When Lena Suzuki heard in September about the desecration of graves and trash strewn across the grounds at the Waianae Japanese Cemetery, where her husband’s relatives are buried, she organized a cleanup and asked for the community’s help.
“I’m amazed by how much work was done in one day,” Suzuki said last week after the cleanup. “I feel humbled.”
The Waianae community pulled together, and on Oct. 4 well over 50 people — from keiki to kupuna — showed up, armed with weed whackers, chainsaws, rakes and trash cans to clean up the old
cemetery.
“I was really impressed and happy that the Waianae community came out,” said Myra Fujii, who alerted the public in September about the discovery of more than 20 overturned headstones, people living amongst the kiawe trees and using cemetery water, paid by the Waianae Hongwanji Mission, to shower.
“They want to take pride in what was here before the vandalism,” she said.
“Everyone was very upset,” she said. “They said, ‘Let the dead rest in peace.’ They wanted to make it right. They wanted to preserve what was damaged.”
Helping with the cleanup were families, individuals and community groups — including Pu‘uhonua O Wai‘anae, a homeless encampment, and Kaala Farm, a Hawaiian cultural learning center.
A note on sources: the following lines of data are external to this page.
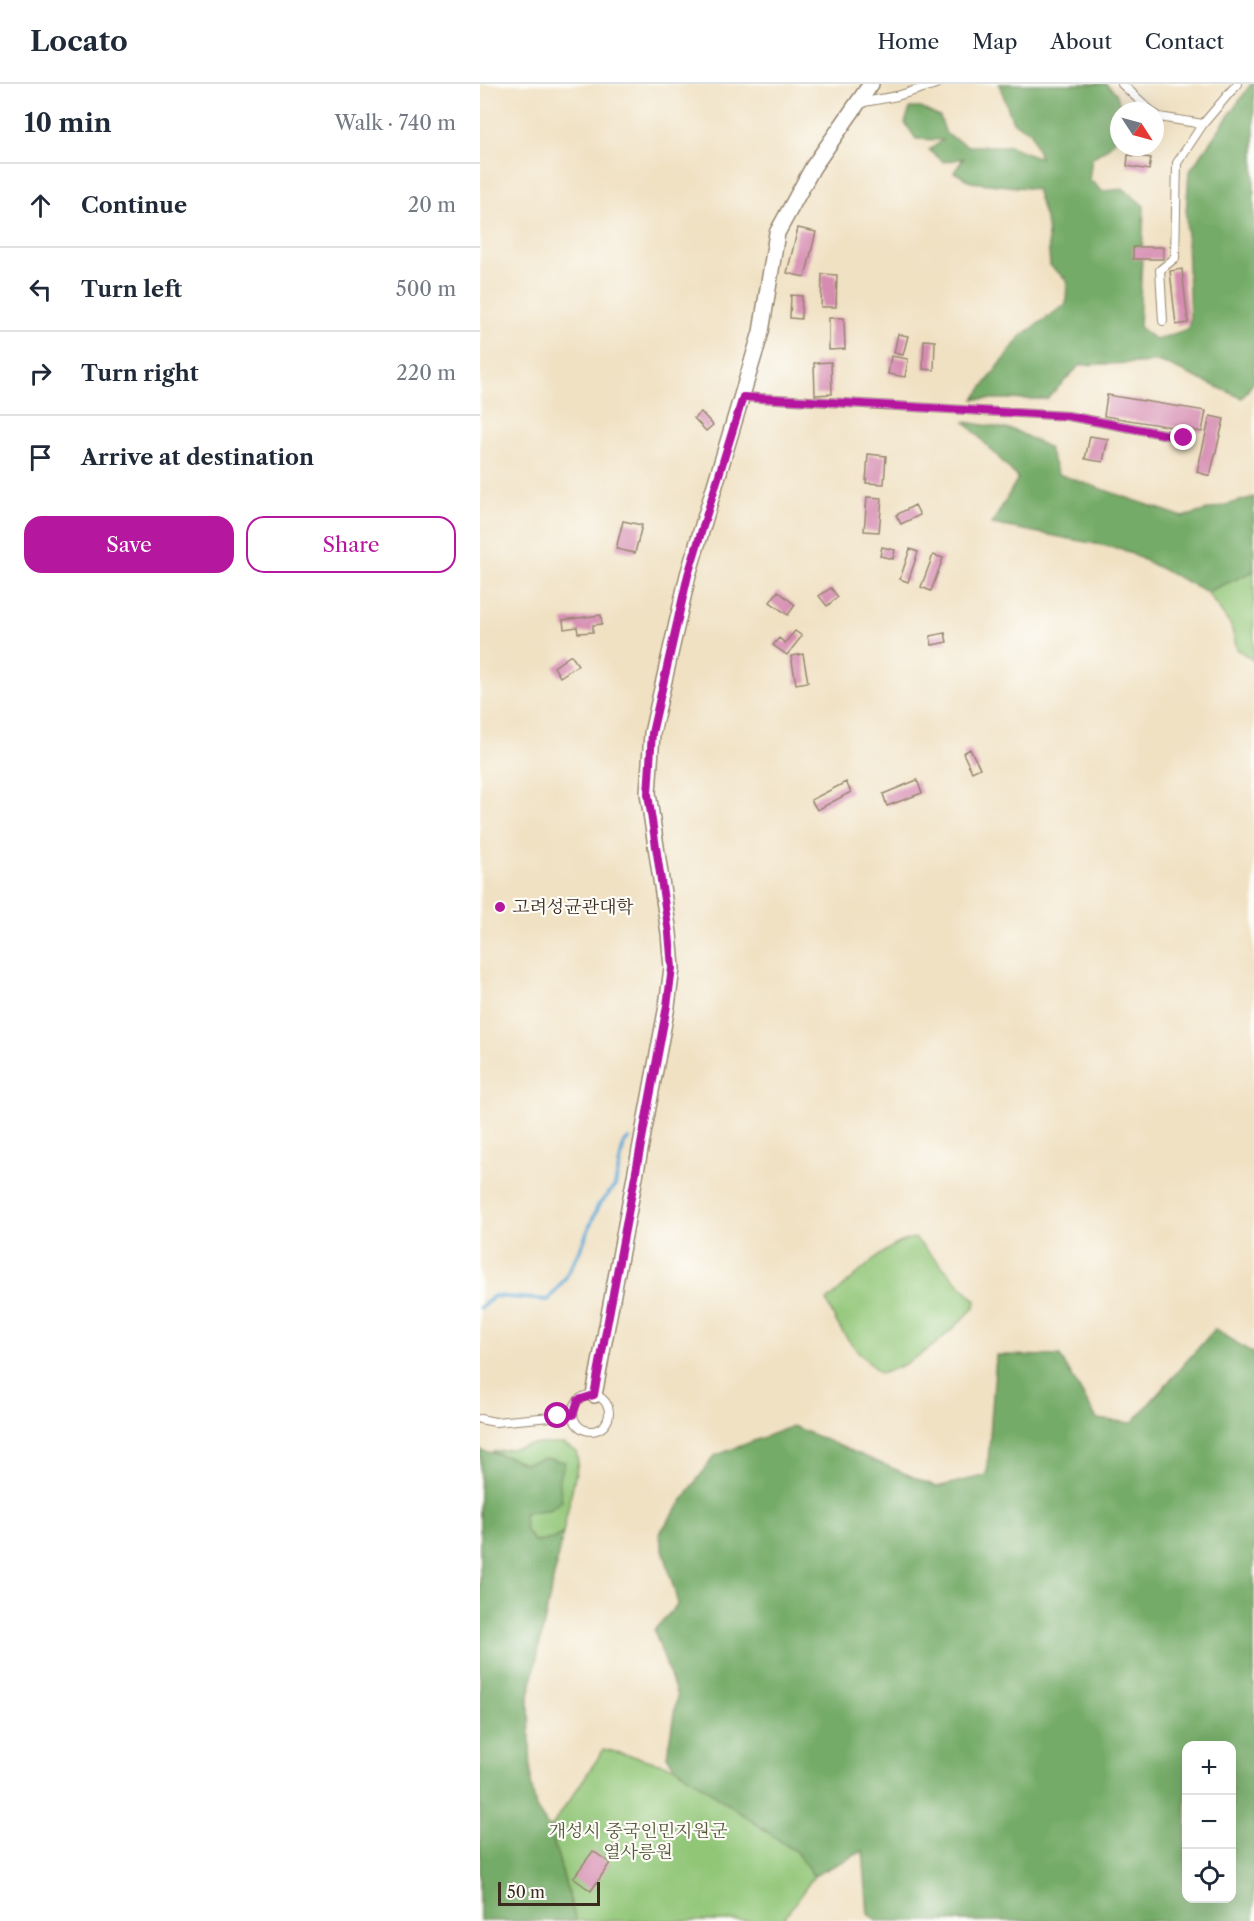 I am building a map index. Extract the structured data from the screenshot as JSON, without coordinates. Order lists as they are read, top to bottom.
{
  "parks": ["개성시 중국인민지원군 열사릉원"],
  "places": ["고려성균관대학"],
  "scale_bar": "50 m",
  "north": "bottom right",
  "page": {
    "header": "Locato",
    "nav": [
      "Home",
      "Map",
      "About",
      "Contact"
    ],
    "heading": ["10 min", "Walk · 740 m"],
    "list": [
      ["Continue", "20 m"],
      ["Turn left", "500 m"],
      ["Turn right", "220 m"],
      "Arrive at destination"
    ],
    "buttons": ["Save", "Share"],
    "map_buttons": ["+", "−"],
    "scale": "50 m"
  }
}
Some of those who helped had no ties to the cemetery and others were from the Waianae Hongwanji temple, whose aging and shrinking congregation helps care for the graves.
One touching moment was when members of Pu‘uhonua O Wai‘anae, mostly women, aided the Doi family by lifting up and returning a heavy gravestone to its foundation, Fujii said.
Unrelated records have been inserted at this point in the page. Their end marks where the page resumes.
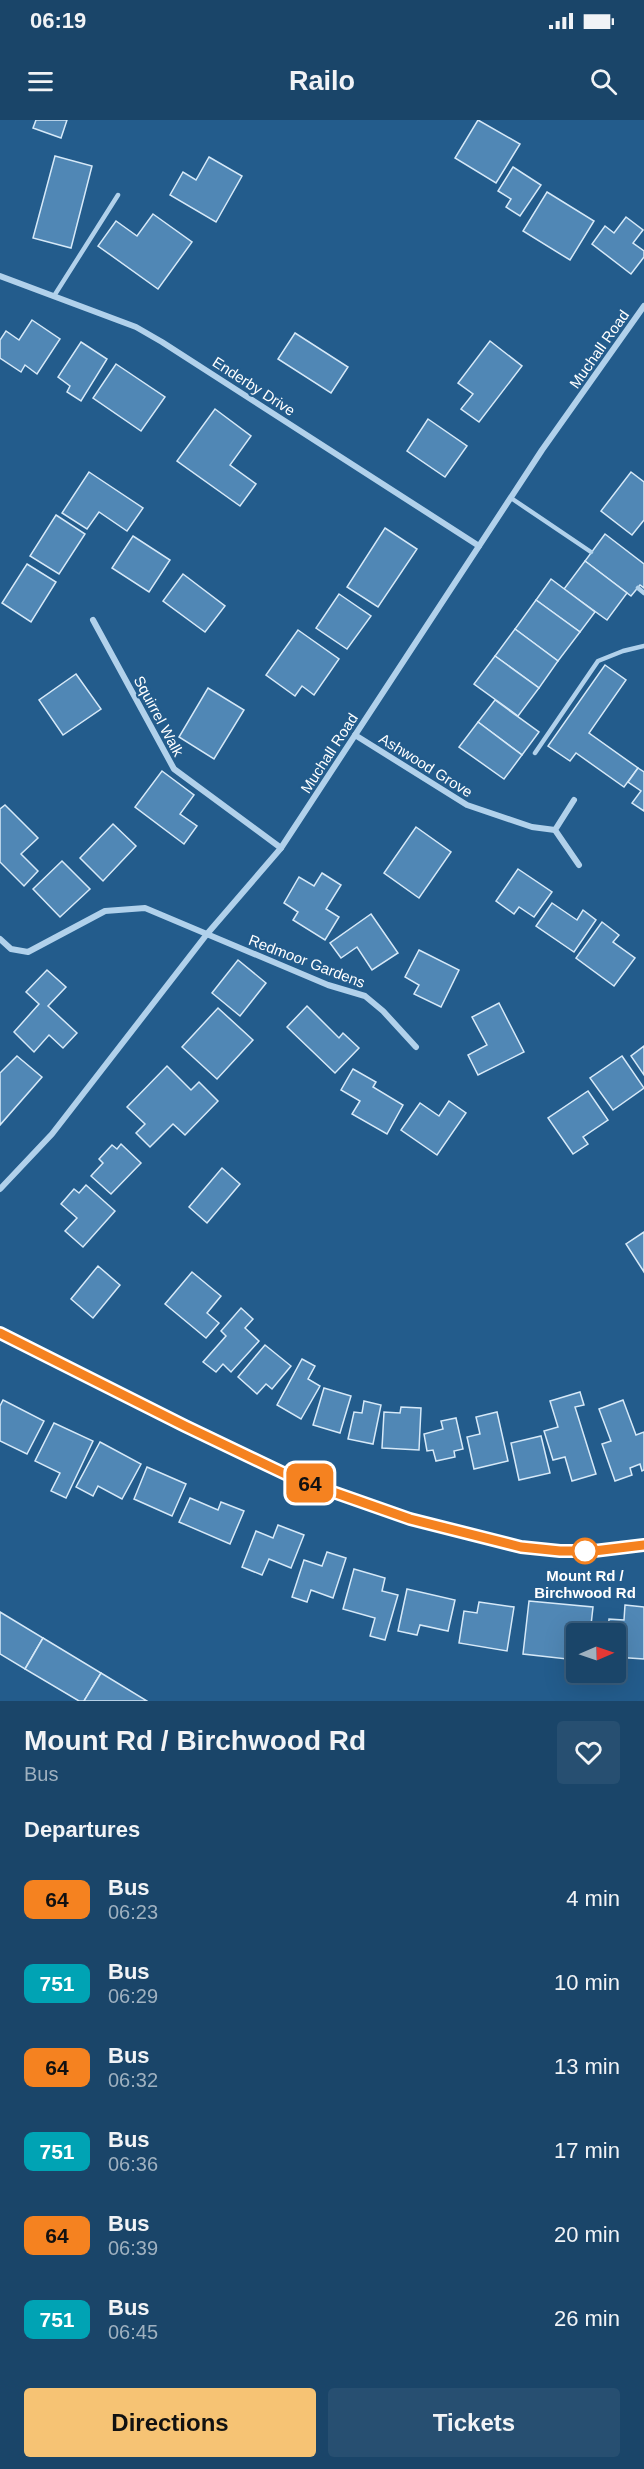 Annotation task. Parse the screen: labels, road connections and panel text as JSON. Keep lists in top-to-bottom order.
{
  "streets": {
    "street": [
      "Muchall Road",
      "Enderby Drive",
      "Squirrel Walk",
      "Ashwood Grove",
      "Redmoor Gardens"
    ]
  },
  "crossings": [
    ["Muchall Road", "Enderby Drive"],
    ["Muchall Road", "Squirrel Walk"],
    ["Muchall Road", "Ashwood Grove"],
    ["Muchall Road", "Redmoor Gardens"]
  ],
  "places": ["Mount Rd / Birchwood Rd"],
  "lines": ["bus line 64"],
  "north": "right",
  "page": {
    "status": "06:19",
    "header": "Railo",
    "on_map": "64",
    "heading": [
      ["Mount Rd / Birchwood Rd", "Bus"],
      "Departures"
    ],
    "list": [
      {
        "mark": "64",
        "name": "Bus",
        "note": "06:23",
        "value": "4 min"
      },
      {
        "mark": "751",
        "name": "Bus",
        "note": "06:29",
        "value": "10 min"
      },
      {
        "mark": "64",
        "name": "Bus",
        "note": "06:32",
        "value": "13 min"
      },
      {
        "mark": "751",
        "name": "Bus",
        "note": "06:36",
        "value": "17 min"
      },
      {
        "mark": "64",
        "name": "Bus",
        "note": "06:39",
        "value": "20 min"
      },
      {
        "mark": "751",
        "name": "Bus",
        "note": "06:45",
        "value": "26 min"
      }
    ],
    "buttons": ["Directions", "Tickets"]
  }
}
Suzuki said they filled six trucks and a large trailer from Junk Trucks LLC, whose services were donated, with mattresses, trash and debris that had littered the area.
Suzuki’s husband’s grandparents and great-
grandparents are buried there.
“Prior to this, my husband wanted to relocate them” to another cemetery, she said. “My daughter, Anel, disagreed, and said her ancestors wanted to be buried here.”
So Suzuki and her husband, Joseph Suzuki Jr., asked if she would help care for the graves, and both Anel, 16, and her 11-year-old sister agreed they would “malama their kupuna who are there.”
“We always stand in aloha first, and things will fall in place,” Suzuki said. “This cleanup is a testament to that. You just have to surround yourself with like-minded people.”
The cemetery, tucked away behind houses near the start of Waianae Valley Road, is hidden from the view of passing motorists.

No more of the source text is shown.